Ackerman native Tommy Coleman may be a familiar face to many in Clay County, having served 28 years as a Mississippi state trooper in this area shortly after moving to West Point in 1982.
During his time as a state trooper, Coleman attended numerous leadership conferences and education workshops across the nation where he learned invaluable life lessons that he shared time and time again with children in West Point and Clay County schools during assemblies. Coleman said educating children and preparing them for life after grade school has always been a mission of his and believes as a member of the Clay County School Board for District 3 he can help the board continue making a difference in the lives of children at West Clay Elementary School.
“When I go to a conference I want to come back and be able to explain what the conference was about and pass my knowledge on to them to keep students and parents in the district more informed of what’s going on in their school system,” Coleman said. “I don’t believe in criticism and I definitely don’t want to pull anything away from the school board, but I want to work harmoniously with them.”
Coleman completed high school in Ackerman and graduated in 1989 from Mary Holmes College with an associate’s degree. He currently works as a supplemental compliance monitor for the United States Department of Justice-Juvenile Division, inspecting jails to ensure that incarcerated juveniles are being treated properly, and Coleman said the well-being of children is amongst his top priorities.
Coleman, whose three children all attended West Clay Elementary and achieved honor statuses there, said as a member of the Clay County School Board he wants to give back to the community that has given so much to him and his family.

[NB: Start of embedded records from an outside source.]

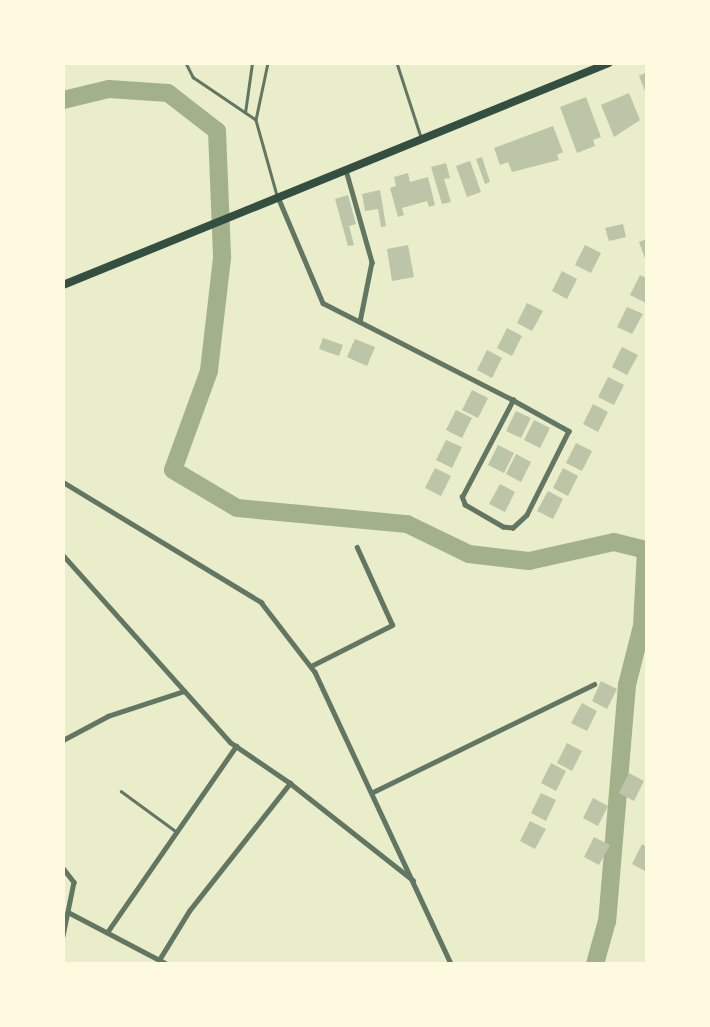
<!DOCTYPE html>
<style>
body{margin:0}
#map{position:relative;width:710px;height:1027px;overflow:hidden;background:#e9edc9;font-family:"DM Sans",sans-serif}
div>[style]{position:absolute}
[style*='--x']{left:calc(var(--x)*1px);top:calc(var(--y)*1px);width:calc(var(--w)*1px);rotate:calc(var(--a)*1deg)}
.river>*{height:18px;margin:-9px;padding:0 9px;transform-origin:9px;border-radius:9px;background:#a3b18a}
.building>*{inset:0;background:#bcc5a7}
.service>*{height:2.5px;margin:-1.25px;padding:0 1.25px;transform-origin:1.25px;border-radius:1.25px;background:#617663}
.minor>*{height:4.5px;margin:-2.25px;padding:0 2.25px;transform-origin:2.25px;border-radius:2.25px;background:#617663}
.trunk>*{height:8px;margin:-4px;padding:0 4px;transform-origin:4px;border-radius:4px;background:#344e41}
span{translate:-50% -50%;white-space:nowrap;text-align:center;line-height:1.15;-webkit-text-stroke:7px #fefae0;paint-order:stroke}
.frame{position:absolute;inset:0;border:65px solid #fefae0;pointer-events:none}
</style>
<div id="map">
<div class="river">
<div style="--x:63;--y:100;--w:47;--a:-13.4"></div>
<div style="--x:109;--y:89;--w:59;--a:3.9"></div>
<div style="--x:168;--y:93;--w:62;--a:37.8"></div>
<div style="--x:217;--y:131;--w:127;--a:87.7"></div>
<div style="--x:222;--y:258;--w:114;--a:96.6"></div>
<div style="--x:209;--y:371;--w:105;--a:110"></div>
<div style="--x:173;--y:470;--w:74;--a:30.7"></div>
<div style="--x:237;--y:508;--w:171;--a:5.4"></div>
<div style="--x:407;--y:524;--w:69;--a:25.8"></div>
<div style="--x:469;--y:554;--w:60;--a:6.7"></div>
<div style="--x:529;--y:561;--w:87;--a:-12.6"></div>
<div style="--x:614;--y:542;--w:33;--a:14"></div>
<div style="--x:646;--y:550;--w:76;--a:93"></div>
<div style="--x:642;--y:626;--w:61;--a:104.3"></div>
<div style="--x:627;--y:685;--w:237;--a:94.8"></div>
<div style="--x:607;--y:921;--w:45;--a:105.6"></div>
</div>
<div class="building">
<div style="clip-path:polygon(647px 72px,647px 96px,639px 76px)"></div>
<div style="clip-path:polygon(629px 93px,640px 120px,614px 137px,601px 105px)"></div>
<div style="clip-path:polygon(586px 97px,601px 137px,593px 140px,595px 146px,577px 153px,560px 107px)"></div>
<div style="clip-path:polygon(553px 126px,563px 152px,557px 155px,559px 160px,512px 172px,508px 162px,500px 165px,494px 148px)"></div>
<div style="clip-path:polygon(482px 157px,490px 182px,485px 184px,476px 159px)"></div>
<div style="clip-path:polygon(470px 161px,481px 192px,467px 197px,456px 166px)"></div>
<div style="clip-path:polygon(446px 163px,450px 178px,444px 179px,451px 202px,442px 204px,431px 167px)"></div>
<div style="clip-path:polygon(408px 173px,410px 182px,428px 177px,435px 205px,429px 207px,427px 201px,402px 208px,404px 215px,398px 217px,390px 188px,396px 186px,394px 177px)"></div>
<div style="clip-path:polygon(380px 190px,386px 226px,381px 227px,378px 209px,365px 211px,362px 194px)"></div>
<div style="clip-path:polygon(348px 195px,356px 224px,349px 226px,354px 245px,348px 246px,335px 199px)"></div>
<div style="clip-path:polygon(623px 224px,626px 237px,609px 241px,605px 228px)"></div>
<div style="clip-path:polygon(647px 239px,647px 264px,639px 242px)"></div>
<div style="clip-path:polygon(408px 245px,414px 277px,392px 281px,387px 249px)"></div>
<div style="clip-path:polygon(585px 245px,601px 253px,591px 273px,575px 265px)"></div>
<div style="clip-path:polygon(562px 271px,577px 279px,567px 299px,552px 291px)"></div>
<div style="clip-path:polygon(640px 275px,647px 278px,646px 303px,630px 295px)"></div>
<div style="clip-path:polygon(527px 303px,543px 311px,532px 331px,517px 323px)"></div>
<div style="clip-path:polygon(627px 307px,643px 314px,632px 334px,617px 327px)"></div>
<div style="clip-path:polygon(507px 328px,522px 336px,512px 356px,497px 348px)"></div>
<div style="clip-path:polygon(323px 338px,343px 345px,339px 356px,319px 349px)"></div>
<div style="clip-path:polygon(355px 339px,375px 347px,367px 366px,347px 357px)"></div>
<div style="clip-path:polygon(622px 347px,638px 355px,627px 375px,612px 367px)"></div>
<div style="clip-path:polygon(487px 350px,502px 358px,492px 378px,477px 370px)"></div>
<div style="clip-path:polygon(608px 377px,624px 385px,614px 405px,598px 397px)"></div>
<div style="clip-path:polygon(472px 390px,488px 398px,478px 418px,462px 410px)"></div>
<div style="clip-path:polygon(593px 404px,608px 412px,598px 432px,583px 424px)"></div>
<div style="clip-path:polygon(456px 410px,472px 418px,462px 438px,446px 430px)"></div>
<div style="clip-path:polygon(516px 411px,531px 418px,521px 438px,506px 431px)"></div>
<div style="clip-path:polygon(534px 420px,550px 428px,540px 448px,524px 440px)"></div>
<div style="clip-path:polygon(446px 440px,462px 447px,452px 468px,436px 460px)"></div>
<div style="clip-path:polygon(576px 443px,592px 451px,582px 471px,566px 463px)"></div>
<div style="clip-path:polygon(498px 445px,514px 453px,504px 473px,488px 465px)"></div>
<div style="clip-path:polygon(516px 454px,531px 462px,521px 482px,506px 474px)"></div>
<div style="clip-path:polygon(435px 468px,451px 476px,441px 496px,425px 488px)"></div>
<div style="clip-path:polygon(563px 468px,578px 476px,568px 496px,553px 488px)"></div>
<div style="clip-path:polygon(500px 484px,515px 492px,505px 512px,489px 504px)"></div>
<div style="clip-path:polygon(548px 491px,563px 499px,553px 519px,537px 511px)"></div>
<div style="clip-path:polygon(601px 681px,617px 689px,607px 709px,592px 701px)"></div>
<div style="clip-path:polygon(582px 703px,597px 711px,587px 731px,571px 723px)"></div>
<div style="clip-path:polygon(567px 743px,582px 751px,572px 771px,557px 763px)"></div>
<div style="clip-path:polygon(551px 763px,566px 771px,556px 791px,541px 783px)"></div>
<div style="clip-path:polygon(629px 773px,644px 781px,634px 801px,619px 793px)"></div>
<div style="clip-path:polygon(541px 793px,556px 800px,546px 821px,531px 813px)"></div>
<div style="clip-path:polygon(593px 798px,608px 806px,598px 826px,583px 818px)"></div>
<div style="clip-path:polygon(530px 821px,546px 829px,535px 849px,520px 841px)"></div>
<div style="clip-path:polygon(594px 837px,610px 845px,599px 865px,584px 857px)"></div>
<div style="clip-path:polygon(642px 844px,647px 847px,647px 872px,632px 864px)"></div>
</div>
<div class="service">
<div style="--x:186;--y:63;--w:16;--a:63"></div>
<div style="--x:193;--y:77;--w:75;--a:34.1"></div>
<div style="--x:268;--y:63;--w:58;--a:101.9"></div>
<div style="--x:256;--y:120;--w:78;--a:74.4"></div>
<div style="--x:397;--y:63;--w:78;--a:72"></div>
<div style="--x:245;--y:113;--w:50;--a:-82"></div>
<div style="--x:121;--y:791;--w:66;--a:36.3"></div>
</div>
<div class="minor">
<div style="--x:346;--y:170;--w:96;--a:74.2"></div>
<div style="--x:372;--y:262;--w:61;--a:101.3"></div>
<div style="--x:278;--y:197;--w:115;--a:67"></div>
<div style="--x:323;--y:303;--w:213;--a:27"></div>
<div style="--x:513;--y:400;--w:64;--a:29"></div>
<div style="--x:569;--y:431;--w:94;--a:116.6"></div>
<div style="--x:527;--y:515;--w:19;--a:137"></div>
<div style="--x:513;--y:528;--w:10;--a:-174"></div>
<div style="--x:503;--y:527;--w:44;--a:-149.9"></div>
<div style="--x:465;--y:505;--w:9;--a:-111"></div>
<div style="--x:462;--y:497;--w:110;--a:-62.3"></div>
<div style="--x:63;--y:482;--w:232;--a:31.2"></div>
<div style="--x:261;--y:602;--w:88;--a:52.4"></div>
<div style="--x:315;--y:672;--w:322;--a:65"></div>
<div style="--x:63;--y:555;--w:251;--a:48.2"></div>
<div style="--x:230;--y:742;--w:73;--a:34.3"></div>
<div style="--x:290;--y:783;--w:157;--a:38.3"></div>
<div style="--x:311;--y:666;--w:91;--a:-26.8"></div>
<div style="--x:392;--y:625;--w:85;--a:-114.4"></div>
<div style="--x:63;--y:740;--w:51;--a:-28.1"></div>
<div style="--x:108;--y:716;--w:80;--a:-18.2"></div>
<div style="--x:373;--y:792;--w:246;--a:-26"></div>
<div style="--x:63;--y:868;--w:18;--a:52"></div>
<div style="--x:74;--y:882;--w:55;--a:101.5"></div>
<div style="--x:68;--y:912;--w:112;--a:27.7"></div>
<div style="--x:108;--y:931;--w:225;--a:-55.3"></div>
<div style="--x:159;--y:960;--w:57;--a:-58.5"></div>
<div style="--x:189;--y:911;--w:163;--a:-51.7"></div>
</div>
<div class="trunk">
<div style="--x:63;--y:285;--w:589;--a:-22.13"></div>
</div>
<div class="frame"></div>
</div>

“The school system was good to them. It’s a good school system in place, and I think I can do things that can help improve the school system,” Coleman said. “My doors will be open 24 hours a day. If there are issues going on I’m going to make myself available to the people in that district. They can feel free to call me and we’ll talk about it.”
Aside from his extensive career as a state trooper, Coleman is also a veteran of the U.S. Marine Corps. Not only is this Coleman’s first time running for West Clay School Board member but it is also his first time running for public office.
Coleman said he wants the opportunity to serve the Clay County School District to the best of his ability and is asking for the community’s prayers and support as well as their votes on Nov. 6.